There were warning signs: A constantly ringing phone. Bank accounts in disarray after an apparent hack. Messages from her family that went unreturned for days because she was extremely busy. A new man in her life, with whom she talked over the phone but never in person. Rochelle, an active, social, independent 86-year-old resident of Los Angeles, was being exploited by an international fraudster. But it was only months after those signs first appeared that the people who cared about her made sense of them.

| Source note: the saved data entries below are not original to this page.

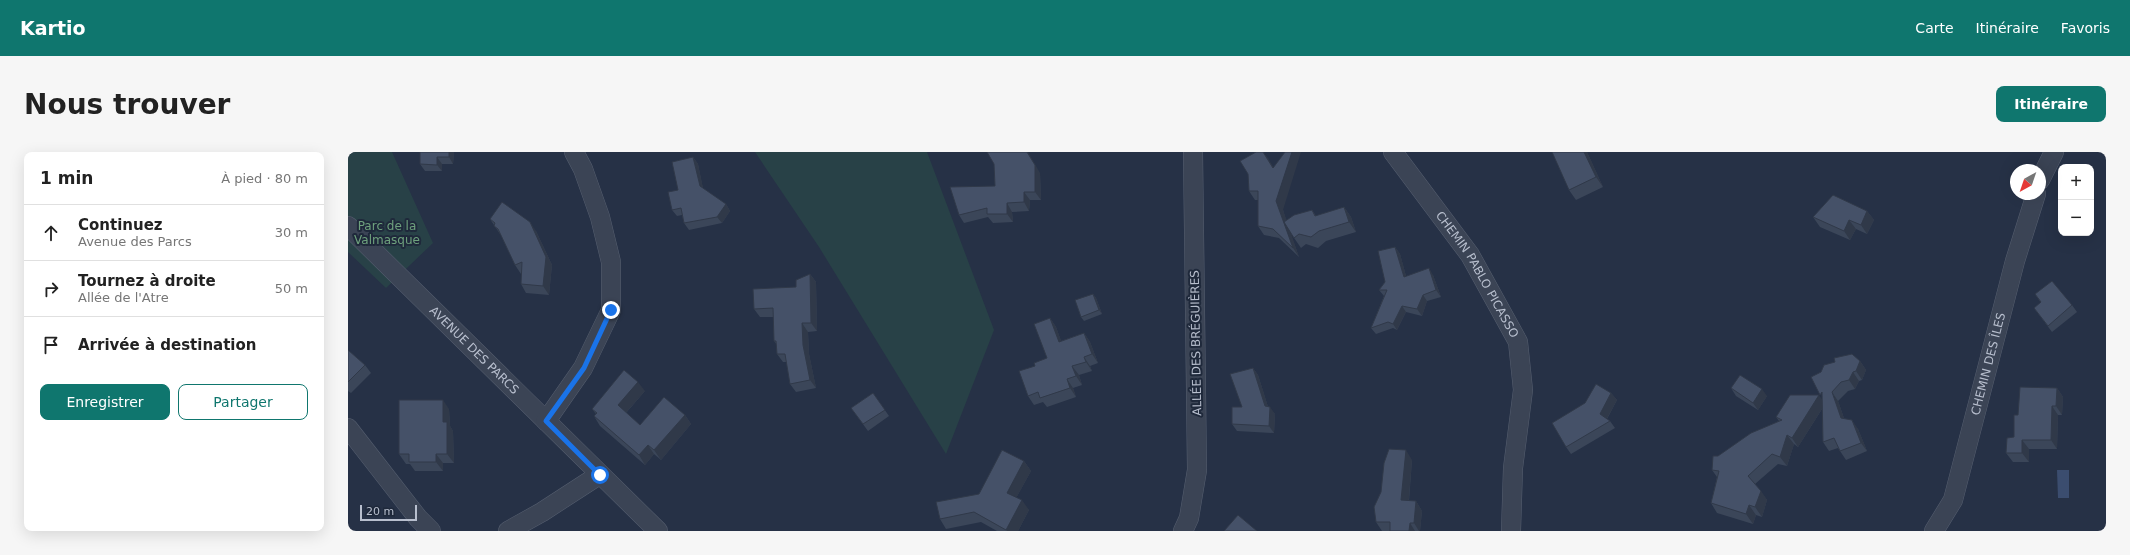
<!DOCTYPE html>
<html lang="fr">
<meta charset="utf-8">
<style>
body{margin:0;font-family:"DejaVu Sans",sans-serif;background:#f6f6f6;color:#222}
.controls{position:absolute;right:12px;top:12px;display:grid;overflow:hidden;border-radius:8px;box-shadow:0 4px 16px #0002}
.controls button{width:36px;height:36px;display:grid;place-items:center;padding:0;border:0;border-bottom:1px solid #e0e0e0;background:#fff;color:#222;font:20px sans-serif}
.compass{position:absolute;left:1662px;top:12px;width:36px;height:36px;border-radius:50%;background:#fff;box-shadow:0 4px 16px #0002;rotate:220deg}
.scale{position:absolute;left:12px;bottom:10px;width:57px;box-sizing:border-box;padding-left:4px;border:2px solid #b8bfce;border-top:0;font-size:11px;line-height:14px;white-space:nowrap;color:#b8bfce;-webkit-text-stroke:3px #1f293b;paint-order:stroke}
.stop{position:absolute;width:12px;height:12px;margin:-9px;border:3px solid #1a73e8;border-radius:50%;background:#fff}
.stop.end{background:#1a73e8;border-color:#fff;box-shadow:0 1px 4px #0008}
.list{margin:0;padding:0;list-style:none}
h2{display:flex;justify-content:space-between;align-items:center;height:52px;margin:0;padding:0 16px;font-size:17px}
h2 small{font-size:13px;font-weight:400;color:#767676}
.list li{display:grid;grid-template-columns:26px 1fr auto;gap:12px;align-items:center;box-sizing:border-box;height:56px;padding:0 16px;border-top:1px solid #e0e0e0}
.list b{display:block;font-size:15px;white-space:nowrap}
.list p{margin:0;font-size:13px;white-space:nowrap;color:#767676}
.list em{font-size:13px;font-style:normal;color:#767676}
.actions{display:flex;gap:8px;padding:12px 16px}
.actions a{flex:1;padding:9px 0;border:1px solid #0f766e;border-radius:8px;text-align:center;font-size:14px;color:#0f766e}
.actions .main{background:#0f766e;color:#fff}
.icon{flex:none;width:22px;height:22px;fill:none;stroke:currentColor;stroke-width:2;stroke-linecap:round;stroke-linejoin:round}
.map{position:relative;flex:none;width:1758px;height:379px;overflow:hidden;border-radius:8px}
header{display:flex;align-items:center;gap:24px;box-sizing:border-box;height:56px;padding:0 20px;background:#0f766e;color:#fff}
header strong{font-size:19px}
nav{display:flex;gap:22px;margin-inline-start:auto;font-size:14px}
.intro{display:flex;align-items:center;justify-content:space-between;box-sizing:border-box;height:96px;padding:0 24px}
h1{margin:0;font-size:28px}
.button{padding:10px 18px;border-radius:8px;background:#0f766e;color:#fff;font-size:14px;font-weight:700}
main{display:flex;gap:24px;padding:0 24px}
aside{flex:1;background:#fff;border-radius:8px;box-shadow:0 4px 16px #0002}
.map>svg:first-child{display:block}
</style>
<header>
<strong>Kartio</strong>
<nav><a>Carte</a><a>Itinéraire</a><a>Favoris</a></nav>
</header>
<div class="intro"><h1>Nous trouver</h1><a class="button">Itinéraire</a></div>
<main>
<aside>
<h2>1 min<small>À pied · 80 m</small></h2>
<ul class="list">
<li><svg class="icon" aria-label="ahead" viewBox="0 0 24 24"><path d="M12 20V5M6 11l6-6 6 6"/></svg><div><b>Continuez</b><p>Avenue des Parcs</p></div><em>30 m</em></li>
<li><svg class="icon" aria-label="right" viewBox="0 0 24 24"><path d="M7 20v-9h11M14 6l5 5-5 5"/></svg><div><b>Tournez à droite</b><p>Allée de l'Atre</p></div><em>50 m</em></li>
<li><svg class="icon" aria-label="arrive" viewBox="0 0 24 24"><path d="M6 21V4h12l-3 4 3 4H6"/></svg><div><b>Arrivée à destination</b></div></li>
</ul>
<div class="actions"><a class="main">Enregistrer</a><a>Partager</a></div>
</aside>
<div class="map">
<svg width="1758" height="379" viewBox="0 0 1758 379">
<rect width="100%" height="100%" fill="#263146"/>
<path fill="#284147" d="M0,0H44L85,91L38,136L0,100Z
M407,0H579L646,178L598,302L471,95Z"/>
<path fill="#3b4d6f" d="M1709,318H1721V346H1710Z"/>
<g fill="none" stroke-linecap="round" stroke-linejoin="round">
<g stroke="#565f70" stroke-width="20">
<g id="minor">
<path id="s1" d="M1045,0L1122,103L1170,190L1175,238L1165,316L1163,379"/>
<path d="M1692,28L1706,0"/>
<path id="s2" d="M0,74L310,379"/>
<path d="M198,269L235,216L263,158V110L252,65L235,17L226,0"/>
<path d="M0,276L70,366L83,379"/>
<path d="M160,379L194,360L251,323"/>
<path d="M835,379L841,366L849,318L845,0"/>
<path id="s3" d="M1586,379L1605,348L1667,109L1688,42"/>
</g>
</g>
<use href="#minor" stroke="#3b4455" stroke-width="19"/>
</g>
<path fill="#3b4659" d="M72,0H106L105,12H94V19H77L72,12Z
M1239,0L1255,35L1228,48L1221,38Z
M345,5L350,12L355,37L378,52L382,59L374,71L341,78L336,71L334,63L329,64L324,58L330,38Z
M920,6L938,68L964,58L968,64L996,55L1003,65L1008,80L978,89L970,96L958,92L953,96L942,80L951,105L931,86L916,83L910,74V48H907L901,39Z
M646,12L692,21L693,48H682L681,59L664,60L665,70L645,71L640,65L616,71L611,63L647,34Z
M1519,59L1526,68L1519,82L1508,77L1502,88L1472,75L1465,65Z
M142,67L188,79L204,113L201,143L178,141L173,132L174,121L173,122L167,113L153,83L152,82Z
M1047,95L1052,102L1058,124L1085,123L1093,145L1079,149L1074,164L1058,160L1049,178L1045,176L1028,182L1023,176L1036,144L1031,138L1037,130Z
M462,122L468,130L469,179L460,180L461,202L468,236L448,240L442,232L439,210H435L429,202V193L426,189V165H412L406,157L448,135Z
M745,142L748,146L754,162L736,169L733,165Z
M1687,142L1724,153L1729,160L1704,180L1686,156L1693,151Z
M702,166L708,175L713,189L736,181L742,190L750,211L742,214L744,219L731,223L734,233L725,236L728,245L699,255L695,250L686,253L680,244L687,214L699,206Z
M0,198L17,213L23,221L3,241L0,239Z
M1512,209L1518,218L1514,228L1511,229L1507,237L1500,239L1490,249L1496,266L1510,277L1519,299L1498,308L1490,296L1481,299L1475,290L1474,257L1450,295L1446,292L1439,314L1430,312L1407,332L1419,348L1414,365L1408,363L1405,372L1369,361L1363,351L1369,325L1364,318L1370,304L1431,269L1428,265L1474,247L1473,220L1487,210Z
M905,216L910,223L920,255L927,262L926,281L889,279L884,272L894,255Z
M1383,236L1419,244L1410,258L1388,244Z
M1709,236L1715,245L1714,263H1710L1709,297H1681V310H1665L1658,301L1666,285L1670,263Z
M297,239L278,261L292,273L337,263L343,272L313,308L306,302L297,313L252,274L246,264L248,262L244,257Z
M525,241L541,264L520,279L503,256Z
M1263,241L1269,248L1259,267L1262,269L1267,276L1223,302L1218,295Z
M101,257L102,274L105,279L106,311H95V319H67L62,312H58L51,302Z
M1064,308L1061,349H1068L1074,359L1072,379H1034L1028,370L1033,340Z
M676,309L683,319L668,346L681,358L670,379H649L633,370L598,377L592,367L631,342Z"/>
<path fill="#303949" d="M101,0H106L105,12L101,5Z
M679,0H680L692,21L693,48L687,40Z
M915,0L920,6L931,25L925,16Z
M944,0H953L935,58L951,105L945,96L928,49Z
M1236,0H1239L1255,35L1248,25Z
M89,5L94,12V19L89,13Z
M345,5L350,12L356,41L352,34Z
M676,40L682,48L681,59L676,50Z
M659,51L664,60L665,70L659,62Z
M378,52L382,59L374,71L369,65Z
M996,55L1003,65L1008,80L1001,70Z
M1519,59L1526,68L1519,82L1513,73Z
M1501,68L1508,77L1502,88L1496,79Z
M182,70L188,79L204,113L201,143L195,134Z
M1047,95L1052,102L1060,131L1056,125Z
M1081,116L1085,123L1093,145L1088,138Z
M462,122L468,130L469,179L463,171Z
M745,142L748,146L754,162L751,158Z
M1075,143L1079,149L1074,164L1069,157Z
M1054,154L1058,160L1049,178L1045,172Z
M702,166L708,175L717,199L711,190Z
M454,171L460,180L461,202L468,236L462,228L455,193Z
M736,181L742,190L750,211L744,202Z
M736,205L742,214L744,219L738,210Z
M1512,209L1518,218L1514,228L1508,219Z
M724,214L731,223L734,233L728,224Z
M905,216L910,223L922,261V255L927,262L926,281L921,274L917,254Z
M1505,220L1511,229L1507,237L1501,228Z
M719,227L725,236L728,245L722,236Z
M290,230L297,239L276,263L270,253Z
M1709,236L1715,245L1714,263L1708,254Z
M1414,237L1419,244L1410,258L1405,251Z
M1484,240L1490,249L1499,275L1493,266Z
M1263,241L1269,248L1257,270L1252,262Z
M1471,243L1477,252L1450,295L1444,286Z
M95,248L101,257L102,274L105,279L106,311L99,302L95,270Z
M1704,254L1710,263L1709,297L1703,288Z
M337,263L343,272L313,308L306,298Z
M1504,268L1510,277L1519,299L1513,291Z
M1439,283L1446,292L1439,314L1432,305Z
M1674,288L1681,297V310L1674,301Z
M300,293L306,302L297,313L291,303Z
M1058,298L1064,308L1060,357L1053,348Z
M88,302L95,311V319L88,310Z
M676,309L683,319L666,350L659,341Z
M1413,339L1419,348L1414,365L1407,355Z
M674,348L681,358L670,379H659L658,378Z
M1068,349L1074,359L1072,379H1071L1066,371Z
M1401,353L1408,363L1405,372L1398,362Z
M1062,371L1067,379H1061Z"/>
<path fill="#455168" stroke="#303949" d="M72,0H101V5H89V13L72,12Z
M639,0H679L687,13V40H676V50L659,51V62H639V56L611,63L602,35L647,34L646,12Z
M908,0H915L925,16L937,0H944L928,49L945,96L925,77L910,74V39H901L900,22L892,9Z
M1204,0H1236L1248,25L1221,38Z
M345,5L352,34L378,52L369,65L336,71L333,56L324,58L320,40L330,38L324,10Z
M1485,43L1519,59L1513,73L1501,68L1496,79L1465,65Z
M154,50L182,70L198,105L195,134L173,132L174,110L167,113L150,77L146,74L147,71L142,67Z
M996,55L1001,70L971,79L963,85L951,82L946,86L936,70L946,63L964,58L967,64Z
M1047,95L1056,125L1081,116L1088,138L1075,143L1069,157L1054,154L1045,172L1040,170L1023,176L1039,138H1031L1037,130L1030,99Z
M462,122L463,171H454L455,193L462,228L442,232L437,202H429L428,189H426L425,156L406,157L405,137L448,135V128Z
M1704,129L1724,153L1700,174L1686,156L1693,150L1687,142Z
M745,142L751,158L733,165L727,148Z
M702,166L711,190L736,181L744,202L736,205L738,210L724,214L728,224L719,227L722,236L692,246L690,240L680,244L671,219L687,214L686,211L699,206L686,172Z
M0,198L17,213L0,230Z
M1504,202L1512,209L1508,219L1505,220L1501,228L1493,230L1484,240L1493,266L1504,268L1513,291L1492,299L1486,286L1475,290L1474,240L1472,243L1463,225L1473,220L1476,213L1487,210L1486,206Z
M905,216L917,254L922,255L921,274L884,272V255H894L882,222Z
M276,218L290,230L270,253L292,273L316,245L337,263L306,298L300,293L291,303L246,264L249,261L244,257Z
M1392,223L1414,237L1405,251L1383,236Z
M1248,232L1263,241L1252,262L1262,269L1218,295L1204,271L1237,251Z
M1672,235L1709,236L1708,254H1704L1703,288H1674V301H1658L1659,286L1666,285V263H1670Z
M525,241L537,258L515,272L503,256Z
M1442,243H1471L1444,286L1439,283L1432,305L1424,302L1400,324L1413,339L1407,355L1401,353L1398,362L1363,351L1371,319L1364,318L1365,304H1370L1403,281L1434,268L1428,265Z
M51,248H95V270H99V302H88V310H61V302H51Z
M1041,297L1058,298L1053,348L1068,349L1066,371H1062L1061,379H1042V370H1028L1026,355L1033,340L1036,311Z
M654,298L676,309L659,341L674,348L658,378L626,360L592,367L588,350L631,342Z
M890,363L909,379H876Z"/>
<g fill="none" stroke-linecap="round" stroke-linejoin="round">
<path stroke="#1a73e8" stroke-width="5" d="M252,323L198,269L236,216L263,158"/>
</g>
<g text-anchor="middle" stroke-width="4" stroke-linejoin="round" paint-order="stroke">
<g font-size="12" fill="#6ea17d" stroke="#1f293b">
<text x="39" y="78">Parc de la<tspan x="39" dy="14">Valmasque</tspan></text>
</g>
<g font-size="12" fill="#b8bfce" stroke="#1f293b">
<text dy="4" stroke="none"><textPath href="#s1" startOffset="149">CHEMIN PABLO PICASSO</textPath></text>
<text transform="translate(848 191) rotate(-91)" y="4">ALLÉE DES BRÉGUIÈRES</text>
<text dy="4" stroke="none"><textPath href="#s2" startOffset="177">AVENUE DES PARCS</textPath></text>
<text dy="4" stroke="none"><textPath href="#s3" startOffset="177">CHEMIN DES ÎLES</textPath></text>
</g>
</g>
</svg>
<div class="controls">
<button>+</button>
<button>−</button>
</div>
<svg class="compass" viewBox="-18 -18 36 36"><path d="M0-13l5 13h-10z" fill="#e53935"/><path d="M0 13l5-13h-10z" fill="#767676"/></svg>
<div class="scale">20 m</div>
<div class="stop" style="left:252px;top:323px"></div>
<div class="stop end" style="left:263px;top:158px"></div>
</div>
</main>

Concerned friends and neighbors refrained from asking too many questions out of respect for Rochelle’s privacy. It was only when Rochelle’s son Brad and daughter-in-law Nancy, who live in Sacramento, visited her last September that they realized something sinister was at play. (Last names are withheld to protect their privacy.) Rochelle was in such a deep state of depression that she ended up in the hospital, where the couple found out that she was also experiencing cognitive decline. When they entered her condo, they found scraps of paper with a mysterious name and phone number, a FedEx receipt to Jamaica, and stacks of unpaid bills.
Nancy and Brad are still trying to piece together how Rochelle fell under the spell of a seductive caller, who manipulated her into opening credit cards and lines of credit, as well as buying expensive watches they couldn’t subsequently trace, over the course of several months in 2019. “I think the root of the problem is that she was lonely living by herself, even though she was surrounded by lovely neighbors and good friends,” says Nancy. After talking to Rochelle as she recovered, they found out that she had tried to resist the caller’s demands, but the pressure and the threats became too much to bear.